▸ INSTRUCTIONS FOR THE TASK: From the top of the entries, reproduce each line exactly, stopping after the line that contains "translate:-50% -50%; white-space:nowrap;". Omit pictures.

▸ Stored items:
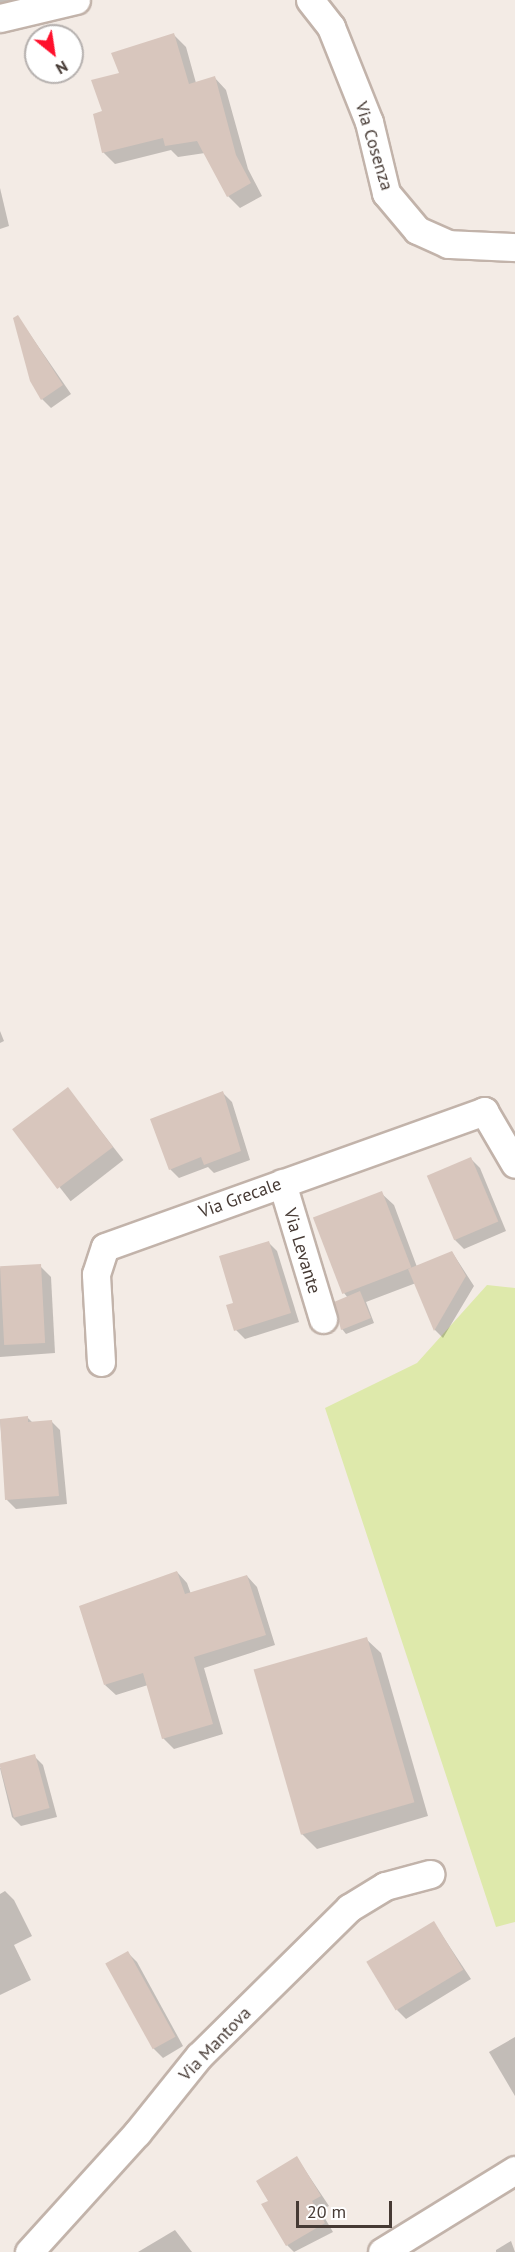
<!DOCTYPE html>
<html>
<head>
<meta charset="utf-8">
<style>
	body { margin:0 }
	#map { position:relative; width:515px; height:2252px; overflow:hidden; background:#f3ebe5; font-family:"PT Sans",sans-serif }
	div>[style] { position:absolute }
	.green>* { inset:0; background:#dee9ab }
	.shadow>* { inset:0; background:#0003; transform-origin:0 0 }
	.building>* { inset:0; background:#d8c6bd; transform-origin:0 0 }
	.roads { filter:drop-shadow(2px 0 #c2b3aa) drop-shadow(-2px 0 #c2b3aa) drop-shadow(0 2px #c2b3aa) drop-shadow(0 -2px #c2b3aa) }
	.minor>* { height:27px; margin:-13.5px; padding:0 13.5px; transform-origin:13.5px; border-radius:13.5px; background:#fff }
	span { translate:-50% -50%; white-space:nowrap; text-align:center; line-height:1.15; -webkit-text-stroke:4.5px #fff; paint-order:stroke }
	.street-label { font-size:18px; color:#463a34 }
	.north { position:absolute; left:24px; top:24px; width:60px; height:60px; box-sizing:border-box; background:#fff; border:2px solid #b5b0ae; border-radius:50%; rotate:150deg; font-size:16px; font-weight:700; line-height:24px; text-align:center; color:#463a34 }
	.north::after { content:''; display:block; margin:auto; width:21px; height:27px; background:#ff102c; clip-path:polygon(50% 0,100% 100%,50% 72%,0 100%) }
	.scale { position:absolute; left:296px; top:2201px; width:96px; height:27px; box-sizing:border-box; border:3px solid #463a34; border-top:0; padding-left:8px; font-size:18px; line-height:21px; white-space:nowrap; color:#463a34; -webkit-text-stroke:4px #fff; paint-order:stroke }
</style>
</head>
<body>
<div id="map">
	<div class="green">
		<i style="clip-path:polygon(487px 1285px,515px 1288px,515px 1922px,496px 1927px,325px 1408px,417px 1363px)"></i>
	</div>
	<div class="shadow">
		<i style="clip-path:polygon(0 0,35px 0,0 14px)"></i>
		<i style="clip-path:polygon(174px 35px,186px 47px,196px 83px,215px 78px,226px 90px,248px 169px,262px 196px,240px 208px,228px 196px,205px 153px,178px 157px,171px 150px,115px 164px,103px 152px,104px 112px,121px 74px)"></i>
		<i style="clip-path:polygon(0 188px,9px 226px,0 229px)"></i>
		<i style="clip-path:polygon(18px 317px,71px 394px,51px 408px,42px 399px)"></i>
		<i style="clip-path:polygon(0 1031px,4px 1041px,0 1043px)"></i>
		<i style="left:68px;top:1089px;width:90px;height:67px;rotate:52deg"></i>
		<i style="clip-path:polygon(223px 1093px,232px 1102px,250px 1160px,214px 1173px,208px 1167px,179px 1178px,170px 1169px)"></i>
		<i style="clip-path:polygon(471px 1159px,480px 1168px,506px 1231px,464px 1249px,455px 1240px)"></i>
		<i style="clip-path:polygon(381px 1193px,394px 1205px,417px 1267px,452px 1252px,474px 1286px,443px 1338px,435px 1330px,416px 1283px,366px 1302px,374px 1323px,346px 1334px,342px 1329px,348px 1298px,344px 1293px)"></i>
		<i style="clip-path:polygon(268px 1242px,277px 1251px,299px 1322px,245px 1339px,236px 1330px)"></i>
		<i style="clip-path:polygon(40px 1266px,51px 1277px,55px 1353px,0 1357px,0 1268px)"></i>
		<i style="clip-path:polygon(27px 1417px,33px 1423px,51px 1421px,60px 1430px,67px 1504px,16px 1509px,7px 1500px,0 1420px)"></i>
		<i style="clip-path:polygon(177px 1572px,187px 1583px,191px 1594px,247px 1576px,257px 1587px,275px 1645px,204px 1668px,223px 1734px,174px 1749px,163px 1738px,148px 1685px,116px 1695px,105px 1685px)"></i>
		<i style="clip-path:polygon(366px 1639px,381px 1653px,428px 1816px,317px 1849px,302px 1834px)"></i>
		<i style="clip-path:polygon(34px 1756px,43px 1765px,57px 1817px,21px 1826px,12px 1817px,0 1768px)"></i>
		<i style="clip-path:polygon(5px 1891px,14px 1900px,32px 1936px,14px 1945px,31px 1980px,0 1995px,0 1894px)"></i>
		<i style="clip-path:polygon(434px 1923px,471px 1979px,406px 2019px,397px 2010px)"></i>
		<i style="clip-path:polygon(128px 1953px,137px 1962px,183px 2046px,163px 2058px,154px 2049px)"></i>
		<i style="clip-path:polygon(515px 2037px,515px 2096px,489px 2052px)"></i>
		<i style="clip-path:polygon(297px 2158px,329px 2206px,320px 2210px,333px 2232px,294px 2252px,287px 2245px,270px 2201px)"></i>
		<i style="clip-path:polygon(175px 2230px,192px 2252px,138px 2252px)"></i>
		<i style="clip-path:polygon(511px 2241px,515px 2252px,496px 2252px,496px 2250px)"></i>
	</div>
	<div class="building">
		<i style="clip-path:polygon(174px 33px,189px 84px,215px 76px,236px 155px,251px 183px,227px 197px,197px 141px,165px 146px,163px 138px,102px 153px,93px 114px,102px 111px,91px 80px,119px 73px,111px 53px)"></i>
		<i style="clip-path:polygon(18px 315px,63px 385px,41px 400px,30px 381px,13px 318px)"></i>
		<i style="left:68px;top:1087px;width:75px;height:70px;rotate:53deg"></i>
		<i style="clip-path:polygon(223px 1091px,241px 1151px,204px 1165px,201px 1157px,169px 1170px,150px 1119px)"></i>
		<i style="left:471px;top:1157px;width:70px;height:48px;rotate:67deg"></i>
		<i style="left:382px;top:1191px;width:82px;height:74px;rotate:69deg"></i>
		<i style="clip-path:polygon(269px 1241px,291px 1313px,234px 1331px,226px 1305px,233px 1303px,219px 1256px)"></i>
		<i style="clip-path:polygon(452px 1251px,466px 1276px,434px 1331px,408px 1269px)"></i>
		<i style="left:41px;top:1264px;width:79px;height:41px;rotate:87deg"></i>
		<i style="clip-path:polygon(360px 1291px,371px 1318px,341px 1330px,334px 1302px)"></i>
		<i style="clip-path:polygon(28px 1416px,28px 1422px,52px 1420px,59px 1496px,5px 1500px,0 1419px)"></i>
		<i style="clip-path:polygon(177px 1571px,185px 1594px,247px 1575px,266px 1635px,194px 1657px,213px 1724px,162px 1739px,143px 1673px,104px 1685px,79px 1606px)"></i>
		<i style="left:367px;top:1637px;width:172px;height:118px;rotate:74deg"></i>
		<i style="left:35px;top:1754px;width:56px;height:37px;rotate:75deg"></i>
		<i style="left:434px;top:1921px;width:57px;height:79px;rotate:59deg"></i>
		<i style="left:128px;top:1951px;width:98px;height:26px;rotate:61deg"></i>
		<i style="clip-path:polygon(297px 2156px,321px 2196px,312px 2201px,325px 2223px,286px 2246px,261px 2204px,268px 2201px,256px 2181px)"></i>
	</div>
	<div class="roads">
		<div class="minor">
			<i style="left:310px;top:0;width:34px;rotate:52deg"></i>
			<i style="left:331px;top:27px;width:102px;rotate:68.2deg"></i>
			<i style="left:369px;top:122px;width:73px;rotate:76.5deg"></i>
			<i style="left:386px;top:193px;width:48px;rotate:50deg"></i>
			<i style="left:417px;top:230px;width:34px;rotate:24deg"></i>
			<i style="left:448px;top:244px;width:67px;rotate:2.6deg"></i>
			<i style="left:0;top:18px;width:78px;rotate:-13.3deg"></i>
			<i style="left:282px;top:1183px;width:142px;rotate:73.2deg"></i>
			<i style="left:101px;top:1362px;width:88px;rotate:-93.3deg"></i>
			<i style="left:96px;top:1274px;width:28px;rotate:-72deg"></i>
			<i style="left:105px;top:1247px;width:403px;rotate:-19.7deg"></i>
			<i style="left:484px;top:1111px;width:61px;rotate:59.7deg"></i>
			<i style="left:29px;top:2252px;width:161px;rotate:-47.8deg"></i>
			<i style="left:137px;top:2133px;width:99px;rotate:-51.2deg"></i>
			<i style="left:199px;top:2056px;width:211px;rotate:-44.6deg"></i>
			<i style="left:349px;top:1908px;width:42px;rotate:-31.4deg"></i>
			<i style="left:385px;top:1886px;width:47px;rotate:-14.9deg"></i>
			<i style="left:382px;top:2252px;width:156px;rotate:-31.7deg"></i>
		</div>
	</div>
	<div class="street-label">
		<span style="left:374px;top:146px;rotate:73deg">Via Cosenza</span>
		<span style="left:240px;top:1198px;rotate:-20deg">Via Grecale</span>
		<span style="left:302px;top:1251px;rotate:73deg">Via Levante</span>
		<span style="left:215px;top:2044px;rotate:-46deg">Via Mantova</span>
	</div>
	<div class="north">N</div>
	<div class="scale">20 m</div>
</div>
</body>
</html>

▸ TASK OUTPUT:
<!DOCTYPE html>
<html>
<head>
<meta charset="utf-8">
<style>
	body { margin:0 }
	#map { position:relative; width:515px; height:2252px; overflow:hidden; background:#f3ebe5; font-family:"PT Sans",sans-serif }
	div>[style] { position:absolute }
	.green>* { inset:0; background:#dee9ab }
	.shadow>* { inset:0; background:#0003; transform-origin:0 0 }
	.building>* { inset:0; background:#d8c6bd; transform-origin:0 0 }
	.roads { filter:drop-shadow(2px 0 #c2b3aa) drop-shadow(-2px 0 #c2b3aa) drop-shadow(0 2px #c2b3aa) drop-shadow(0 -2px #c2b3aa) }
	.minor>* { height:27px; margin:-13.5px; padding:0 13.5px; transform-origin:13.5px; border-radius:13.5px; background:#fff }
	span { translate:-50% -50%; white-space:nowrap; text-align:center; line-height:1.15; -webkit-text-stroke:4.5px #fff; paint-order:stroke }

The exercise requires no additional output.